**What the task asks:** Pull each line containing "service" from the data.

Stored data
__________________________________________________
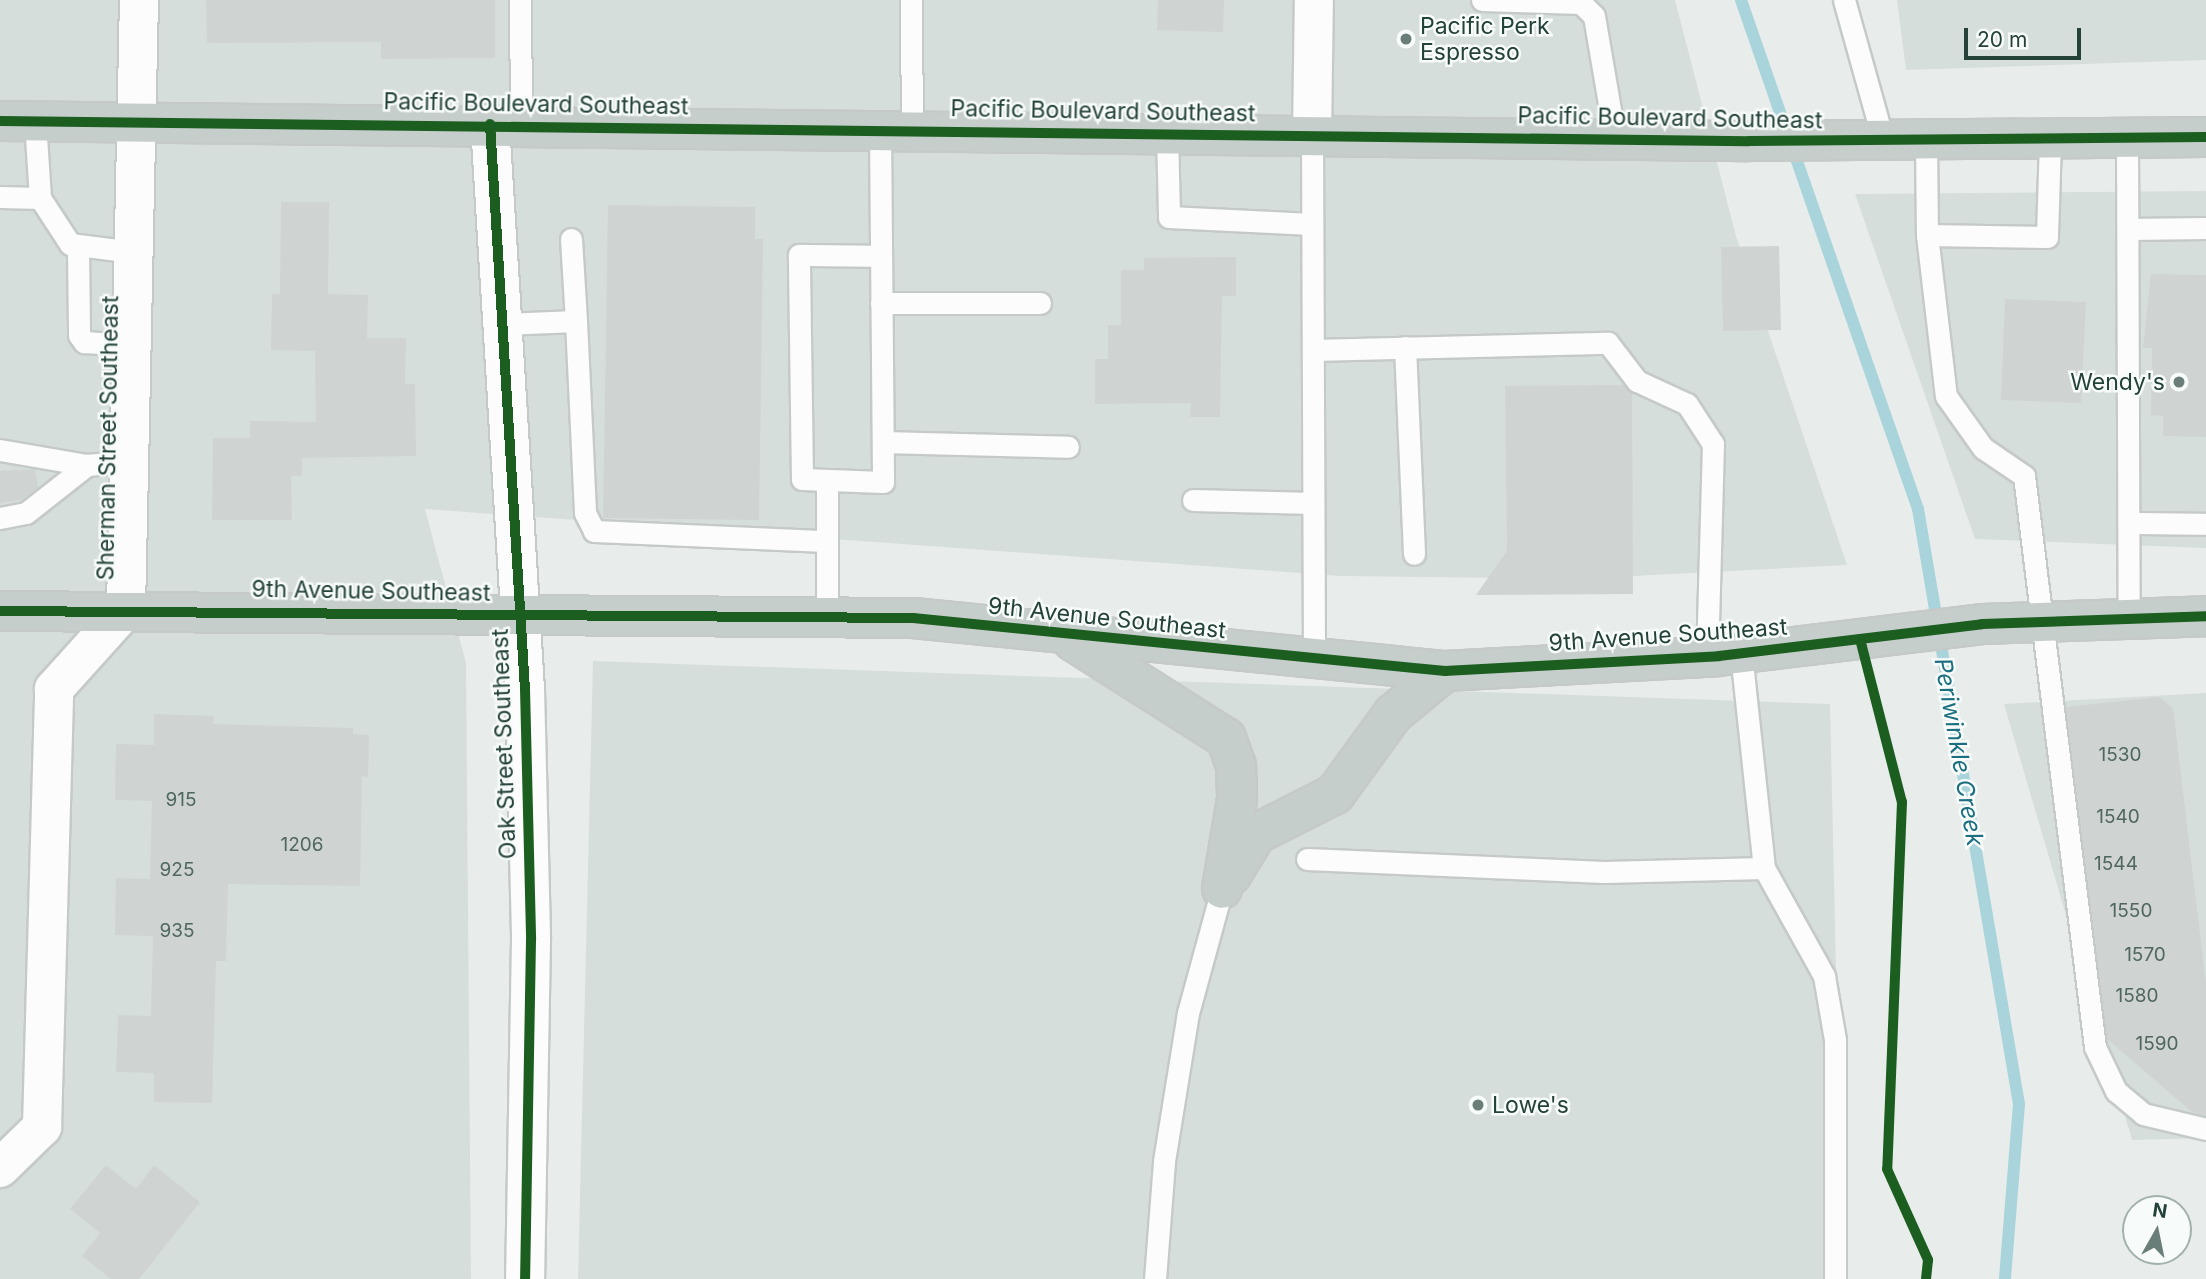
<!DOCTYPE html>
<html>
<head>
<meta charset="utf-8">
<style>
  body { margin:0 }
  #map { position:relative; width:2206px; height:1279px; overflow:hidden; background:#e8edeb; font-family:Inter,sans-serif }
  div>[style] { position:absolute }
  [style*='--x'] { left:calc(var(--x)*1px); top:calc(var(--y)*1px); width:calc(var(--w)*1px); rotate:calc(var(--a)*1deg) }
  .built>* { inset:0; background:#d6dedb }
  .stream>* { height:12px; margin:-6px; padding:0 6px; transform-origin:6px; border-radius:6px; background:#a9d4db }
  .building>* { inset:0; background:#cfd4d2 }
  .roads { filter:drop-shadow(2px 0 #c5cac8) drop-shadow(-2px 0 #c5cac8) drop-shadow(0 2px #c5cac8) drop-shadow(0 -2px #c5cac8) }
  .service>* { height:21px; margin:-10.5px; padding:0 10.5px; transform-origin:10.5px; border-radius:10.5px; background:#fcfcfc }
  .minor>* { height:38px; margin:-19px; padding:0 19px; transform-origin:19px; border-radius:19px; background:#fcfcfc }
  .tertiary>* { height:38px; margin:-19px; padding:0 19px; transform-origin:19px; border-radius:19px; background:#fcfcfc }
  .trunk>* { height:38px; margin:-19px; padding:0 19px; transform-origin:19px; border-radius:19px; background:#c6cecc }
  .cycleway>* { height:10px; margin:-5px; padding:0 5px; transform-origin:5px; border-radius:5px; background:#1b5e20 }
  .dots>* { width:19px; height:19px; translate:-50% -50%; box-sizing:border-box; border:4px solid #f7fbf9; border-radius:50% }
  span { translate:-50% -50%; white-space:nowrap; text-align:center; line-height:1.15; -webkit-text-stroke:5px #f7fbf9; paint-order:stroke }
  .number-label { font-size:19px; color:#506761 }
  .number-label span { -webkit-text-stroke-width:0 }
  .poi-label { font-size:23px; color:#24423a }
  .left { translate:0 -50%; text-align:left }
  .right { translate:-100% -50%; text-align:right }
  .street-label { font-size:23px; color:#24423a }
  .water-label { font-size:24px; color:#1c6f80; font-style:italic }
  .north { position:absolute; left:2122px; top:1195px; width:70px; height:70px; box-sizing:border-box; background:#f7fbf9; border:2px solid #a3b1ad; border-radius:50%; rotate:9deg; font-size:19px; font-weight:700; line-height:28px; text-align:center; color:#24423a }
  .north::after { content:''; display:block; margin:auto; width:24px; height:32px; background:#697e78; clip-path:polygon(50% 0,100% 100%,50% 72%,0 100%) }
  .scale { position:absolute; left:1964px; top:28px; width:117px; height:32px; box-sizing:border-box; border:4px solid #24423a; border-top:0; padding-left:9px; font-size:21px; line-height:24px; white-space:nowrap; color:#24423a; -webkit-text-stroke:5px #f7fbf9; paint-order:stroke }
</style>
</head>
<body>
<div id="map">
  <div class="built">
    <i style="clip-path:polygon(0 0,1675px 0,1736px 236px,1847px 565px,1576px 579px,1340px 576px,425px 509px,466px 663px,471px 1279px,0 1279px)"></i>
    <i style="clip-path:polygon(1897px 0,2206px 0,2206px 60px,1906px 70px)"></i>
    <i style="clip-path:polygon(2206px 191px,2206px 548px,1975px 539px,1855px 194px)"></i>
    <i style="clip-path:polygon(593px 661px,1830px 704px,1843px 1279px,578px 1279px)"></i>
    <i style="clip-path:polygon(2206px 693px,2206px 1138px,2132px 1140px,2004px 704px)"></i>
  </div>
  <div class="stream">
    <i style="--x:1741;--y:0;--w:539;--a:70.83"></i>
    <i style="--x:1918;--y:509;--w:604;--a:80.37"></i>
    <i style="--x:2019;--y:1104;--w:176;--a:94.6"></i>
  </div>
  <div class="building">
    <i style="clip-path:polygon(206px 0,495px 0,495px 58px,381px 59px,381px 42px,207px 43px)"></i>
    <i style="clip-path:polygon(1158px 0,1224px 0,1223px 32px,1157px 30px)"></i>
    <i style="clip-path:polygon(281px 202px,329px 202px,328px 294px,368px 295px,367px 338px,406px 338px,405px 384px,415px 384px,416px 456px,302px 458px,302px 476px,291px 476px,292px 520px,212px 520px,213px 438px,250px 438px,250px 421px,316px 422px,315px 351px,271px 350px,272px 294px,280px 294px)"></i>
    <i style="clip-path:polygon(608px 205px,755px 207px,755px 239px,763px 239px,759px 520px,603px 518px)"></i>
    <i style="clip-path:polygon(1779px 246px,1781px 330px,1723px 331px,1721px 247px)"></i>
    <i style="clip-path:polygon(1236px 257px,1236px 296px,1222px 296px,1220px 417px,1190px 417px,1191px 403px,1095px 404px,1095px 359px,1108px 359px,1108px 325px,1121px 325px,1121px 270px,1144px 270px,1144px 258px)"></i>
    <i style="clip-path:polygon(2151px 274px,2206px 275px,2206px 437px,2163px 436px,2163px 416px,2151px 415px,2152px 348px,2143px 348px)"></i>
    <i style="clip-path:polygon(2005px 299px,2086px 302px,2081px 403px,2001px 400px)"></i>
    <i style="clip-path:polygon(1624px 385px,1632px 393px,1633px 594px,1476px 595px,1507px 551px,1505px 386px)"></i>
    <i style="clip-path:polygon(35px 469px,38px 487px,21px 500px,0 503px,0 471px)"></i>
    <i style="clip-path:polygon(2159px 697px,2173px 708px,2206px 984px,2206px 1116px,2192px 1112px,2107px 1039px,2066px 707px)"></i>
    <i style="clip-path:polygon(154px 714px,214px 716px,213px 724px,353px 728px,353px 734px,369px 735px,368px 777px,362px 776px,360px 886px,228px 884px,226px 961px,216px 961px,212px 1103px,154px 1102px,154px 1073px,116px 1072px,118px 1015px,151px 1016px,153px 936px,115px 935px,116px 878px,150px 879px,152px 801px,115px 800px,116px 744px,154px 745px)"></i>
    <i style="clip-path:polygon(106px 1165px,136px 1189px,154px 1165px,200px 1202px,139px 1279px,111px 1279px,82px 1256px,100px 1233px,70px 1209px)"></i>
  </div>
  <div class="roads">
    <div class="service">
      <i style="--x:520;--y:0;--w:125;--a:89.5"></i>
      <i style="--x:911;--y:0;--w:130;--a:89.6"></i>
      <i style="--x:1482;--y:0;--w:99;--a:1.7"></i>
      <i style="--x:1581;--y:3;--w:18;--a:45"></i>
      <i style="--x:1594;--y:16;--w:125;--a:80.3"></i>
      <i style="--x:1844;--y:0;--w:145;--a:74.4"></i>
      <i style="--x:35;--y:121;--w:77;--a:86.3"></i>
      <i style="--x:40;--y:198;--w:55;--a:56.9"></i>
      <i style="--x:70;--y:244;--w:64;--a:7.2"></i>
      <i style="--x:880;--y:130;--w:352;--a:89.5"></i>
      <i style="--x:883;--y:482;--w:81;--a:-177.9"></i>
      <i style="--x:802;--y:479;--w:224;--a:-90.8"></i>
      <i style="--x:799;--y:255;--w:81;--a:0.7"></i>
      <i style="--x:1167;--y:133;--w:84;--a:88.6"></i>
      <i style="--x:1169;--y:217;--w:143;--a:2.8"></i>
      <i style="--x:1312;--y:135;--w:524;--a:89.78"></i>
      <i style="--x:2127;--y:138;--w:479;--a:89.8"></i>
      <i style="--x:2050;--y:140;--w:97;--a:91.8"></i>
      <i style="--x:2047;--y:237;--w:120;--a:-179"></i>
      <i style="--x:1927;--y:235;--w:162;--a:83.3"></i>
      <i style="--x:1946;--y:396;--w:64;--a:54.6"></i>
      <i style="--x:1983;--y:448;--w:50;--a:34.3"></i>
      <i style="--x:2024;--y:476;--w:575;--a:82.91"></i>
      <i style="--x:2095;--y:1047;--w:49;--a:64.5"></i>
      <i style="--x:2116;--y:1091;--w:35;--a:40"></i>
      <i style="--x:2143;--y:1114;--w:65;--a:13.4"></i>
      <i style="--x:1926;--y:141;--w:94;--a:89.4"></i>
      <i style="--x:0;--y:197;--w:40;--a:1.4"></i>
      <i style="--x:2128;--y:229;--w:78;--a:-0.7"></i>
      <i style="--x:571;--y:239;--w:82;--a:86.5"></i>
      <i style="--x:78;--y:249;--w:86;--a:89.3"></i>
      <i style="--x:79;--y:335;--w:9;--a:54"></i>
      <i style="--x:84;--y:342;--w:47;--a:3.7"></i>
      <i style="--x:881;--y:303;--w:159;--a:0"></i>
      <i style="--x:503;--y:324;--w:73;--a:-2.4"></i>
      <i style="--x:576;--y:321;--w:192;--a:87.3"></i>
      <i style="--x:585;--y:513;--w:20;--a:63"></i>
      <i style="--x:594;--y:531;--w:233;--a:2.5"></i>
      <i style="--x:1405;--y:347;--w:207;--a:87.5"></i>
      <i style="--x:1313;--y:350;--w:295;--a:-1.4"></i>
      <i style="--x:1608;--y:343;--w:48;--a:52.7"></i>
      <i style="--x:1637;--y:381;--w:55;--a:24.7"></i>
      <i style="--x:1687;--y:404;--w:48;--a:57"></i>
      <i style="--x:1713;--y:444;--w:212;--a:91.6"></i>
      <i style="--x:883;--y:442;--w:185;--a:1.5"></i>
      <i style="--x:0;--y:450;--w:88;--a:9.8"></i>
      <i style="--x:87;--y:465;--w:42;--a:-5.4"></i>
      <i style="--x:827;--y:480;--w:138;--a:90"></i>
      <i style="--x:1193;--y:500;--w:120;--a:1.4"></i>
      <i style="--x:0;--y:518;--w:26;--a:-11"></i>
      <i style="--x:26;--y:513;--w:78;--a:-38.2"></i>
      <i style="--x:2129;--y:523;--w:77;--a:0.7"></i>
      <i style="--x:1307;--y:859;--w:297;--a:2.5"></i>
      <i style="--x:1604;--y:872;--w:160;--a:-1.4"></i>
      <i style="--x:1764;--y:868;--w:216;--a:-96.1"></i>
      <i style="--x:1764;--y:868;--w:124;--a:60.9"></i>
      <i style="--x:1824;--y:976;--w:65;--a:80.2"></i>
      <i style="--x:1835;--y:1040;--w:239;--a:90"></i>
      <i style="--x:1155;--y:1279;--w:118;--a:-85.6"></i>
      <i style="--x:1164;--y:1161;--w:150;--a:-80.8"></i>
      <i style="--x:1188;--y:1013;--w:129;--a:-74.7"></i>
    </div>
    <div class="minor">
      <i style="--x:1312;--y:135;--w:135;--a:-89.2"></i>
      <i style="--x:0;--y:1168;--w:59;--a:-44.3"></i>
      <i style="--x:42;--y:1127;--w:438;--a:-88.4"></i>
      <i style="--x:54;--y:689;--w:108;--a:-48"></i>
      <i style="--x:126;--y:609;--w:609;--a:-88.78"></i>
    </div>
    <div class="tertiary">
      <i style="--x:490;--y:124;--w:566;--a:86.46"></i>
      <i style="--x:525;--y:689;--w:251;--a:88.6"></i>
      <i style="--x:531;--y:940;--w:339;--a:91"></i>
    </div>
    <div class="trunk">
      <i style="--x:0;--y:121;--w:1749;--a:0.66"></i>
      <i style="--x:1749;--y:141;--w:457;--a:-0.5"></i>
      <i style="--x:0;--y:611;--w:913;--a:0.44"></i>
      <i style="--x:913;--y:618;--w:535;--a:5.69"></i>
      <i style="--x:1445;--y:671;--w:274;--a:-3.1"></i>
      <i style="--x:1719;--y:656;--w:265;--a:-6.9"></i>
      <i style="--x:1982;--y:624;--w:224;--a:-2"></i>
      <i style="--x:1073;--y:641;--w:181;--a:32.4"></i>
      <i style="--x:1226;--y:738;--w:30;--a:70"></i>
      <i style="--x:1236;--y:766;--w:33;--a:88"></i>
      <i style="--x:1237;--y:799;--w:91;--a:99.5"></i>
      <i style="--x:1231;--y:875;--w:48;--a:-58.6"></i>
      <i style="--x:1256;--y:834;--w:89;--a:-26.9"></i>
      <i style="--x:1335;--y:794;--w:99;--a:-54.1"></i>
      <i style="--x:1393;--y:714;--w:67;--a:-39.6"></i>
    </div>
  </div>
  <div class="cycleway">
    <i style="--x:0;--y:121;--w:1749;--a:0.66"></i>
    <i style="--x:1749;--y:141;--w:457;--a:-0.5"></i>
    <i style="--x:490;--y:124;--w:566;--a:86.46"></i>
    <i style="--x:525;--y:689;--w:251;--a:88.6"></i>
    <i style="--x:531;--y:940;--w:339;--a:91"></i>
    <i style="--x:0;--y:611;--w:913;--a:0.44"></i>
    <i style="--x:913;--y:618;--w:535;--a:5.69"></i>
    <i style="--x:1445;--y:671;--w:274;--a:-3.1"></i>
    <i style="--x:1719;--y:656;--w:265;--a:-6.9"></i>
    <i style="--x:1982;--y:624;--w:224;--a:-2"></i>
    <i style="--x:1860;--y:639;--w:168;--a:75.6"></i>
    <i style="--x:1902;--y:802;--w:367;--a:92.3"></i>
    <i style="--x:1887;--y:1169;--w:100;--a:65.7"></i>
    <i style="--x:1928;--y:1260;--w:19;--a:96"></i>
  </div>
  <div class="dots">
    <i style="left:1406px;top:39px;background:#697e78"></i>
    <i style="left:2179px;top:382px;background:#697e78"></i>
    <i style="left:1478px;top:1105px;background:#697e78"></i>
  </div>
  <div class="number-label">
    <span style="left:2120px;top:755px">1530</span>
    <span style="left:181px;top:800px">915</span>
    <span style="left:2118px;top:817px">1540</span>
    <span style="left:302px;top:845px">1206</span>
    <span style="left:2116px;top:864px">1544</span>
    <span style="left:177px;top:870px">925</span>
    <span style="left:2131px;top:911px">1550</span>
    <span style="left:177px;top:931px">935</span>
    <span style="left:2145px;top:955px">1570</span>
    <span style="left:2137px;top:996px">1580</span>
    <span style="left:2157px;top:1044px">1590</span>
  </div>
  <div class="poi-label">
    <span class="left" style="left:1420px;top:39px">Pacific Perk<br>Espresso</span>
    <span class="right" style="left:2165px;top:382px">Wendy's</span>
    <span class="left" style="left:1492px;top:1105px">Lowe's</span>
  </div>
  <div class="street-label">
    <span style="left:536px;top:104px;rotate:1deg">Pacific Boulevard Southeast</span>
    <span style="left:1103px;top:111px;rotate:1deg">Pacific Boulevard Southeast</span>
    <span style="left:1670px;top:118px;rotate:1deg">Pacific Boulevard Southeast</span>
    <span style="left:108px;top:438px;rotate:-89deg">Sherman Street Southeast</span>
    <span style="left:371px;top:591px;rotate:1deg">9th Avenue Southeast</span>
    <span style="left:1107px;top:618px;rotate:6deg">9th Avenue Southeast</span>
    <span style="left:1668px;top:635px;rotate:-4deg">9th Avenue Southeast</span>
    <span style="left:504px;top:744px;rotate:-92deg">Oak Street Southeast</span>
  </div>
  <div class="water-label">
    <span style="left:1959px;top:752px;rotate:80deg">Periwinkle Creek</span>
  </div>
  <div class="north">N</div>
  <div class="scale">20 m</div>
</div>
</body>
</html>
__________________________________________________
**Written answer:**
  .service>* { height:21px; margin:-10.5px; padding:0 10.5px; transform-origin:10.5px; border-radius:10.5px; background:#fcfcfc }
    <div class="service">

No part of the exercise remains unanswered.